Citizens Sue Tregembo Animal Park Over Bears’ Miserable Plight
N.C. Residents Want Bears Transferred From Tiny Roadside Zoo Enclosures to a Spacious Sanctuary
For Immediate Release:
August 3, 2017
Contact:
David Perle 202-483-7382
Today, North Carolina residents Caroline Byrd and Lorraine Moe filed a lawsuit against Tregembo Animal Park alleging that the Wilmington roadside zoo’s treatment of the bears Ben and Booger violates North Carolina’s anti-cruelty statute. The plaintiffs seek to have both bears moved to a reputable animal sanctuary.

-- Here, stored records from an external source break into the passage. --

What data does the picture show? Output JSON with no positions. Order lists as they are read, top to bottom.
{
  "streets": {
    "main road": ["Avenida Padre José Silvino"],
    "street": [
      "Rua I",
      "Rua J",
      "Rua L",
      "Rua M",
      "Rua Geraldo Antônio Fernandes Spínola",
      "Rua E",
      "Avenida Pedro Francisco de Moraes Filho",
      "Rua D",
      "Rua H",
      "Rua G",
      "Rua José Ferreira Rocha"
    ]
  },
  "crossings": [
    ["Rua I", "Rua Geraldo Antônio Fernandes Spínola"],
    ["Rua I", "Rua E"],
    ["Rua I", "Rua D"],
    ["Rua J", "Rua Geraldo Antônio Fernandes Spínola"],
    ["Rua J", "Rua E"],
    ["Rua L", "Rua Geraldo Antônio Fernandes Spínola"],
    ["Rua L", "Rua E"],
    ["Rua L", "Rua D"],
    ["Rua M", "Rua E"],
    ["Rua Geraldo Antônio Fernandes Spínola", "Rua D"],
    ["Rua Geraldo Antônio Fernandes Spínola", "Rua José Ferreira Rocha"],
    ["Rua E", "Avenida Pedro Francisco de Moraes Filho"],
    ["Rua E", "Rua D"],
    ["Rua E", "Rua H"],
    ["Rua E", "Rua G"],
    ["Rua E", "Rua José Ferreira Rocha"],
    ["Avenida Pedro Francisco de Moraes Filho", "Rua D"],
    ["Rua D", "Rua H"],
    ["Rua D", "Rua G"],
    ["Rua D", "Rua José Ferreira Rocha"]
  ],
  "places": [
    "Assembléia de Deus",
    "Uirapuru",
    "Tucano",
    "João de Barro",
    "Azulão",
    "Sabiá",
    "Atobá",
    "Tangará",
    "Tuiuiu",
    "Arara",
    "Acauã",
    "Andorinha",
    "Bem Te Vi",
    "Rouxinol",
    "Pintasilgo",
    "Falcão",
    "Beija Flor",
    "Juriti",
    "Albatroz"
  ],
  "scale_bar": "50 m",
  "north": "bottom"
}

North Carolina law requires that captive animals be free from unjustifiable pain and suffering, which, for bears, includes access to space to roam and the ability to engage in natural types of behavior, such as foraging, climbing, nesting, exploring, denning, and digging—none of which Ben and Booger can do at Tregembo Animal Park. There, they’re confined to enclosures that are less than 0.0004 percent of the minimum territory that a bear would cover in nature, the functional equivalent of forcing a human to live in a small closet.
The lawsuit points out that neither bear has sufficient relief from public harassment or the summer heat. Booger paces repeatedly—a symptom of mental anguish caused by deprivation and distress—and the park has failed to provide Ben with appropriate veterinary care for severe facial lesions that have left him with scarring on both corneas, causing visual impairment.
“Tregembo Animal Park is inflicting unjustifiable physical pain and psychological torment on sensitive bears,” says PETA Foundation Director of Captive Animal Law Enforcement Brittany Peet. “PETA joins concerned North Carolinians in urging the facility to move these poor animals to a reputable sanctuary where they’d receive the care they desperately need.”
PETA’s motto reads, in part, that “animals are not ours to use for entertainment.”